The burden of restless legs syndrome: An assessment of work productivity, sleep, psychological distress, and health status among diagnosed and undiagnosed individuals in an internet-based panel

Citation

Fehnel, S., Zografos, L., Curtice, T., Shah, H., & McLeod, L. (2008). The burden of restless legs syndrome: An assessment of work productivity, sleep, psychological distress, and health status among diagnosed and undiagnosed individuals in an internet-based panel. Patient: Patient-Centered Outcomes Research, 1(3), 201-210. DOI: 10.2165/1312067-200801030-00007

Abstract

Background: Restless legs syndrome (RLS) affects approximately 10-15% of the general population and has deleterious effects on sleep and subsequent daytime performance. The disorder may also give rise to long-term complications such as psychological distress and diminished quality of life. The condition is often unrecognized or misdiagnosed, and the magnitude of the effects of RLS on the sizeable proportion of undiagnosed (and therefore untreated) individuals has not previously been evaluated.

Objectives: This study examined the impact of RLS on overall health status, sleep, psychological functioning, work productivity, and daily activities in individuals with diagnosed and in those with undiagnosed (self-reported) RLS.

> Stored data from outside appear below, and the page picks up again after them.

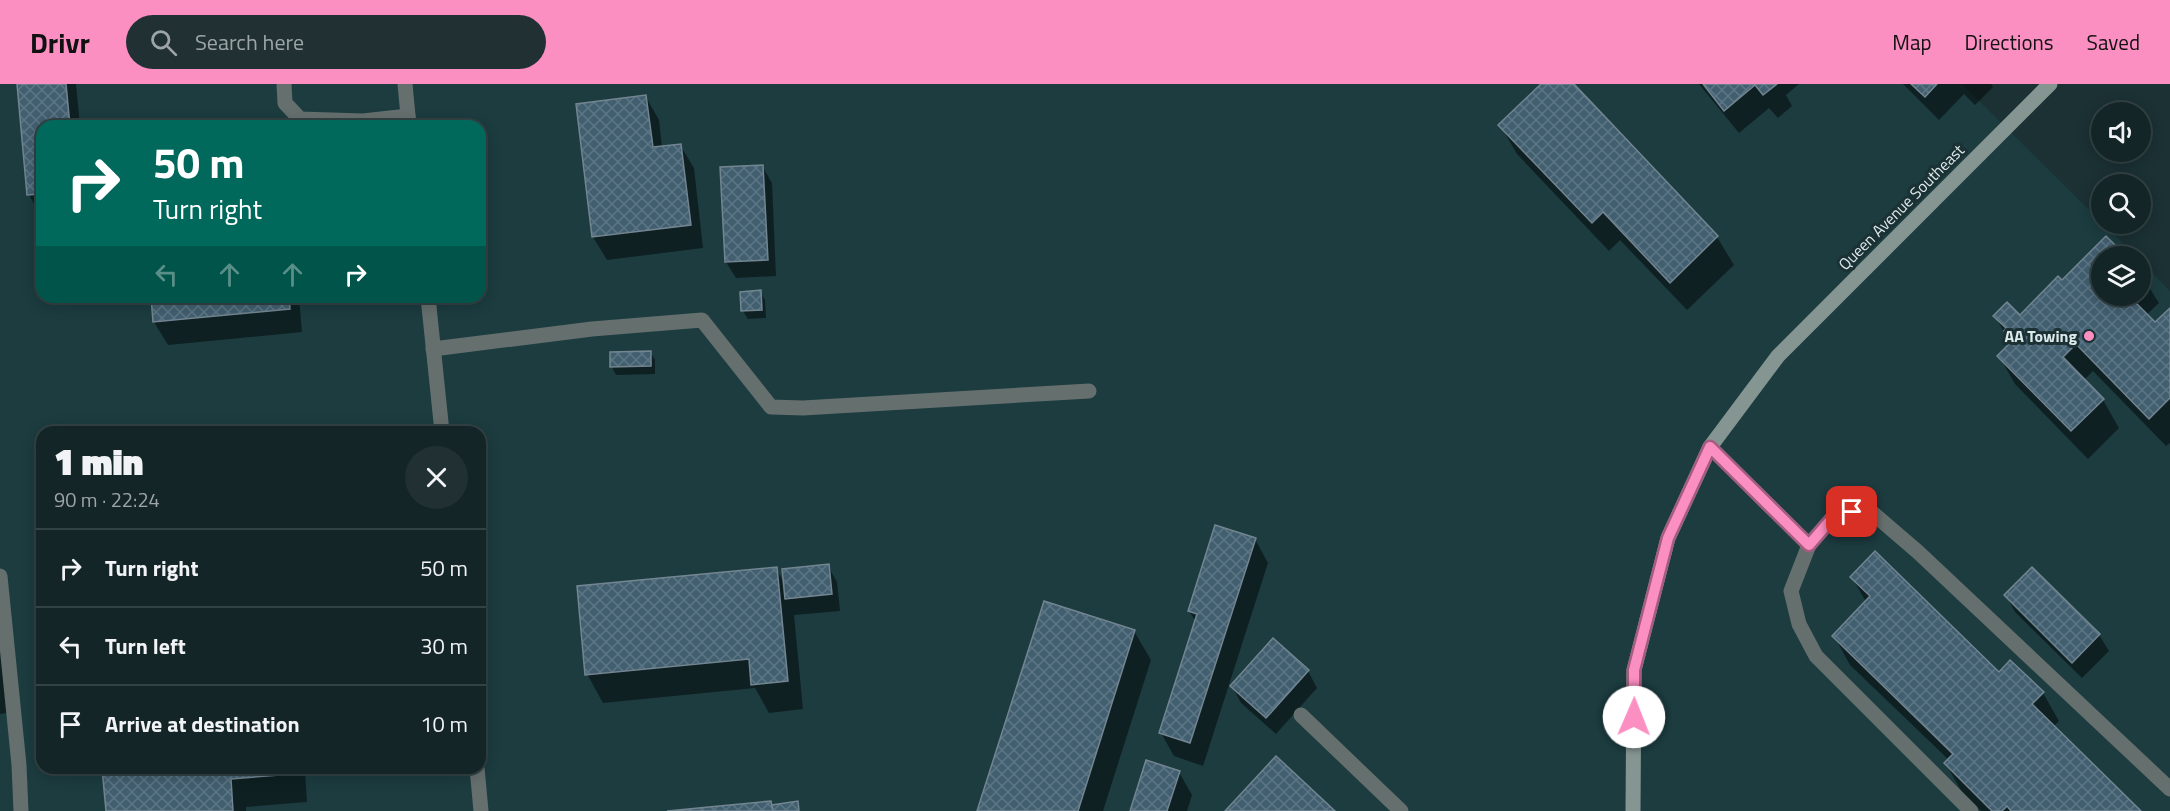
<!DOCTYPE html>
<html lang="en">
<head>
<meta charset="utf-8">
<style>
	:root { --surface:#142527; --page:#213133; --text:#f1f3f6; --muted:#9da5a7; --line:#334244; --accent:#fc8fc2 }
	body { margin:0; font-family:"Titillium Web",sans-serif; background:var(--page); color:var(--text); height:100vh; display:flex; flex-direction:column; font-size:22px; white-space:nowrap }
	* { box-sizing:border-box; margin:0 }
	p { font-size:20px; color:var(--muted) }
	.icon { flex:none; width:33px; height:33px; fill:none; stroke:currentColor; stroke-width:2; stroke-linecap:round; stroke-linejoin:round }
	.map { position:relative; flex:1; overflow:hidden }
	.side { position:absolute; left:36px; top:342px; width:450px; height:348px; display:flex; flex-direction:column; background:var(--surface); border-radius:18px; box-shadow:0 3px 15px #0003,0 0 0 2px var(--line) }
	.side>* { flex:none }
	.top-card { position:absolute; left:36px; top:36px; width:450px; height:183px; border-radius:18px; box-shadow:0 3px 15px #0003,0 0 0 2px var(--line); background:#00695c; color:#fff; overflow:hidden }
	.buttons { position:absolute; left:2091px; top:18px; display:grid; gap:12px }
	.buttons a { display:grid; place-items:center; width:60px; height:60px; border-radius:50%; background:var(--surface); box-shadow:0 3px 15px #0003,0 0 0 2px var(--line); font-size:30px }
	.pin { position:absolute; display:grid; place-items:center; width:51px; height:51px; color:#fff; margin:-26px; border-radius:12px; box-shadow:0 3px 9px #0006 }
	.me { position:absolute; width:66px; margin:-33px; rotate:1deg; stroke-linejoin:round; filter:drop-shadow(0 0 4px #0008) }
	.turn { display:flex; align-items:center; gap:21px; height:126px; padding:0 18px; font-size:27px }
	.turn .icon { width:78px; height:78px; stroke-width:2.5 }
	.turn b { display:block; font-size:42px; line-height:51px }
	.lanes { display:flex; align-items:center; height:57px; padding:0 18px; background:#0003; justify-content:center; gap:30px; direction:ltr }
	.lanes .off { opacity:.35 }
	.round { display:grid; place-items:center; flex:none; width:63px; height:63px; border-radius:32px; background:var(--page) }
	.overview { display:flex; align-items:center; justify-content:space-between; height:102px; padding:0 18px }
	h1 { font-size:36px; font-weight:800; line-height:45px }
	ul { padding:0; list-style:none }
	li { display:flex; align-items:center; gap:18px; height:78px; padding:0 18px; border-top:2px solid var(--line) }
	li div { flex:1 }
	li b { display:block; font-size:22px }
	li em { font-style:normal }
	header { display:flex; align-items:center; gap:36px; box-sizing:border-box; height:84px; padding:0 30px; background:var(--accent); color:#111 }
	header strong { font-size:28px }
	nav { display:flex; gap:33px; margin-inline-start:auto; font-size:21px }
	.search { width:420px; height:54px; background:var(--page); display:flex; align-items:center; gap:15px; box-sizing:border-box; padding:0 21px; border-radius:33px; color:var(--muted); font-size:22px }
	.map>svg:first-child { display:block }
</style>
</head>
<body>
<header>
<strong>Drivr</strong>
<div class="search"><svg class="icon" aria-label="search" viewBox="0 0 24 24"><circle cx="10" cy="10" r="6"/><path d="M15 15l6 6"/></svg>Search here</div>
<nav><a>Map</a><a>Directions</a><a>Saved</a></nav>
</header>
<div class="map">
<svg width="2170" height="727" viewBox="0 0 2170 727">
	<defs>
		<pattern id="building-cross-hatch" width="8" height="8" patternUnits="userSpaceOnUse" patternTransform="scale(1.5)"><rect width="8" height="8" fill="#425f70"/><path d="M0 0l8 8M0 8l8-8" fill="none" stroke="#5d7685"/></pattern>
	</defs>
	<rect width="100%" height="100%" fill="#1b3134"/>
	<!-- built -->
	<path fill="#1c3c40" fill-rule="evenodd" d="M0,0H1962L2136,172H2102V212H2140L2141,177L2170,207V727H0ZM42,42H480V213H42ZM42,348H480V684H42Z"/>
	<!-- shadow -->
	<g fill="#0007">
		<path d="M19,0H76L80,42H42V134L29,111Z"/>
		<path d="M1544,0H1572L1717,153L1734,181L1687,226L1620,156L1609,167L1517,70L1500,41Z"/>
		<path d="M1699,0H1799L1786,11L1792,22L1778,34L1769,24L1739,49Z"/>
		<path d="M1903,0H1991L1993,3L1975,21L1964,10L1939,36Z"/>
		<path d="M646,13L659,36L662,63L680,61L694,84L703,164L607,176L593,153Z"/>
		<path d="M762,82L772,99L776,192L736,194L726,178L721,85Z"/>
		<path d="M2106,154L2124,172H2102V212H2140V189L2159,219L2146,231L2155,240L2170,226V359L2166,362L2093,287L2084,296L2103,316L2119,344L2088,375L2015,300L1999,272L2011,260L1995,232L2020,233L2062,198Z"/>
		<path d="M760,208L765,216L766,234L748,235L743,227Z"/>
		<path d="M152,213H299L302,248L168,261L154,238Z"/>
		<path d="M650,268L655,276V290L616,291L612,283L611,269Z"/>
		<path d="M1255,455L1268,479L1203,682L1174,672L1161,649L1196,538L1189,527Z"/>
		<path d="M828,482L837,498L840,527L794,531L803,625L769,629L755,604L603,619L587,590L776,485L785,500Z"/>
		<path d="M1852,493L1999,590L2043,609L2059,637L2053,643L2139,727H1981L1962,708L1946,680L1949,676L1850,581L1834,552L1866,518Z"/>
		<path d="M2006,511L2099,551L2109,567L2082,594L2015,528Z"/>
		<path d="M0,532L19,627L0,630Z"/>
		<path d="M1134,547L1151,576L1103,727H978Z"/>
		<path d="M1308,587L1317,604L1276,650L1241,619L1232,602Z"/>
		<path d="M104,684H338L305,687L307,718L246,723V727H108Z"/>
		<path d="M1179,688L1192,711L1187,727H1132Z"/>
	</g>
	<!-- building -->
	<g fill="url(#building-cross-hatch)" stroke="#738591" stroke-width="1.5">
		<path d="M17,0H66L70,42H42V110L27,111Z"/>
		<path d="M1541,0H1574L1718,152L1670,199L1603,128L1592,139L1498,41Z"/>
		<path d="M1703,0H1777L1763,11L1755,1L1724,27Z"/>
		<path d="M1911,0H1937L1925,13Z"/>
		<path d="M646,11L653,63L681,60L691,141L592,153L576,20Z"/>
		<path d="M763,81L768,176L725,178L720,83Z"/>
		<path d="M2106,152L2126,172H2102V212H2129L2155,238L2170,224V314L2149,335L2076,260L2063,273L2104,315L2071,347L1997,272L2013,256L2004,247L2006,244L1993,232L2007,218L2020,231L2058,192L2062,196Z"/>
		<path d="M761,206L762,226L741,227L740,208Z"/>
		<path d="M151,213H289L290,225L153,238Z"/>
		<path d="M651,267V282L610,283V268Z"/>
		<path d="M1215,441L1256,454L1190,659L1159,649L1197,530L1188,527Z"/>
		<path d="M1875,467L1999,588L2010,576L2044,608L2032,620L2141,727H2011L2007,722L2002,727H1992L1944,679L1953,670L1832,552L1870,512L1850,493Z"/>
		<path d="M829,480L832,510L785,515L782,485Z"/>
		<path d="M777,483L788,597L751,601L749,575L585,591L577,502Z"/>
		<path d="M2032,483L2100,550L2072,579L2004,511Z"/>
		<path d="M1044,517L1135,546L1078,727H977Z"/>
		<path d="M1273,554L1309,586L1266,634L1230,602Z"/>
		<path d="M1276,672L1335,727H1225Z"/>
		<path d="M1146,676L1180,687L1167,727H1130Z"/>
		<path d="M102,684H291L292,690L231,695L233,727H106Z"/>
		<path d="M771,717L773,727H667Z"/>
		<path d="M798,717L799,727H773L772,721Z"/>
	</g>
	<g fill="none" stroke-linecap="round" stroke-linejoin="round">
		<!-- service -->
		<g stroke="#656f6d" stroke-width="15">
			<path d="M284,0L285,19L300,35L363,37L408,32"/>
			<path d="M433,265L592,245L702,236L771,323L803,324L1089,307"/>
			<path d="M1710,363L1809,461"/>
			<path d="M0,492L19,681L21,727"/>
			<path d="M1301,631L1401,727"/>
			<path d="M1971,727L1816,572L1799,540L1791,507L1809,461L1835,431L1868,425L1918,468L2170,705"/>
		</g>
		<!-- minor -->
		<g stroke="#656f6d" stroke-width="15">
			<path d="M405,0L409,42"/>
			<path d="M428,213L442,348"/>
			<path d="M477,684L481,727"/>
		</g>
		<!-- secondary -->
		<path stroke="#859591" stroke-width="15" d="M1633,727L1634,586L1668,454L1710,363L1778,272L2050,0"/>
	</g>
	<g fill="none" stroke-linecap="round" stroke-linejoin="round">
		<!-- route casing -->
		<g stroke="#a45d7e" stroke-width="15">
			<path id="route" d="M1634,633V586L1668,454L1710,363L1809,461L1835,431L1852,428"/>
		</g>
		<!-- route -->
		<use href="#route" stroke="#fc8fc2" stroke-width="10"/>
	</g>
	<!-- markers -->
	<circle fill="#fc8fc2" stroke="#1b3134" stroke-width="2" cx="2089" cy="252" r="6"/>
	<g text-anchor="middle" dominant-baseline="central" stroke-width="6" stroke-linejoin="round" paint-order="stroke">
		<!-- street labels -->
		<g font-size="16" fill="#ddeaeb" stroke="#1b3134">
			<text transform="translate(1901 123) rotate(-45)">Queen Avenue Southeast</text>
		</g>
		<!-- poi labels -->
		<g font-size="16" font-weight="bold" fill="#ddeaeb" stroke="#1b3134" text-anchor="end">
			<text x="2077" y="252">AA Towing</text>
		</g>
	</g>
</svg>
<div class="buttons">
<a><svg class="icon" aria-label="sound" viewBox="0 0 24 24"><path d="M4 9h4l5-4v14l-5-4H4zM17 9q2 3 0 6"/></svg></a>
<a><svg class="icon" aria-label="search" viewBox="0 0 24 24"><circle cx="10" cy="10" r="6"/><path d="M15 15l6 6"/></svg></a>
<a><svg class="icon" aria-label="layers" viewBox="0 0 24 24"><path d="M12 4l9 5-9 5-9-5zM3 14l9 5 9-5"/></svg></a>
</div>
<div class="pin" style="left:1852px;top:428px;background:#d93025"><svg class="icon" aria-label="arrive" viewBox="0 0 24 24"><path d="M6 21V4h12l-3 4 3 4H6"/></svg></div>
<svg class="me" style="left:1634px;top:633px" viewBox="-20 -20 40 40"><circle r="19" fill="#fff"/><path d="M0-13L10 11 0 6-10 11z" fill="#fc8fc2"/></svg>
<div class="top-card">
<div class="turn"><svg class="icon" aria-label="right" viewBox="0 0 24 24"><path d="M7 20v-9h11M14 6l5 5-5 5"/></svg><div><b>50 m</b>Turn right</div></div>
<div class="lanes"><svg class="icon off" aria-label="left" viewBox="0 0 24 24"><path d="M17 20v-9H6M10 6l-5 5 5 5"/></svg><svg class="icon off" aria-label="ahead" viewBox="0 0 24 24"><path d="M12 20V5M6 11l6-6 6 6"/></svg><svg class="icon off" aria-label="ahead" viewBox="0 0 24 24"><path d="M12 20V5M6 11l6-6 6 6"/></svg><svg class="icon" aria-label="right" viewBox="0 0 24 24"><path d="M7 20v-9h11M14 6l5 5-5 5"/></svg></div>
</div>
<section class="side">
<div class="overview"><div><h1>1 min</h1><p>90 m · 22:24</p></div><a class="round"><svg class="icon" aria-label="close" viewBox="0 0 24 24"><path d="M6 6l12 12M18 6L6 18"/></svg></a></div>
<ul>
<li><svg class="icon" aria-label="right" viewBox="0 0 24 24"><path d="M7 20v-9h11M14 6l5 5-5 5"/></svg><div><b>Turn right</b></div><em>50 m</em></li>
<li><svg class="icon" aria-label="left" viewBox="0 0 24 24"><path d="M17 20v-9H6M10 6l-5 5 5 5"/></svg><div><b>Turn left</b></div><em>30 m</em></li>
<li><svg class="icon" aria-label="arrive" viewBox="0 0 24 24"><path d="M6 21V4h12l-3 4 3 4H6"/></svg><div><b>Arrive at destination</b></div><em>10 m</em></li>
</ul>
</section>
</div>
</body>
</html>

Methods: An internet-based survey was conducted on a multimillion-member panel of US adults. Eligible participants were currently experiencing RLS symptoms as determined using established diagnostic criteria. Participants provided information related to self-reported RLS diagnosis, treatment, symptom frequency and severity, and responses to validated instruments (Medical Outcomes study [MOS] Short Form 12, version 2 [SF-12v2], MOS Sleep Scale, Center for Epidemiological Studies Depression Scale [CES-D], Work Productivity and Activity Impairment - General Health Questionnaire [WPAI-GH] and Work Limitations Questionnaire [WLQ]). Analysis of co-variance (ANCOVA) models were developed to evaluate the relationships among symptom severity, diagnosis status, age, and sex, and the impact of RLS.

Results: Participants included 702 adults with RLS symptoms. Means for the SF-12v2 scores (physical component score = 35.6, mental component score = 42.6) were at least 1 standard deviation lower than sex- and age-adjusted general population norms. Participants reported poorer sleep quality scores across each MOS Sleep Scale domain, with differences from published norms of >16 points on 100-point scales, as well as approximately 1 hour less sleep per night on average. A majority (64%) met the cut-off score for depression. Compared with population norms, the sample reported greater limitations in time management, physical demands, mental/interpersonal demands, general work output, and usual activities. Symptom intensity and frequency were shown to be the primary predictors of RLS impact on the various outcomes.

Conclusion: These results support previous reports that RLS often goes undiagnosed or misdiagnosed. The results of this survey also suggest that regardless of whether RLS is recognized, the burden of the disorder is substantial, implying a need for improved diagnosis and management of RLS.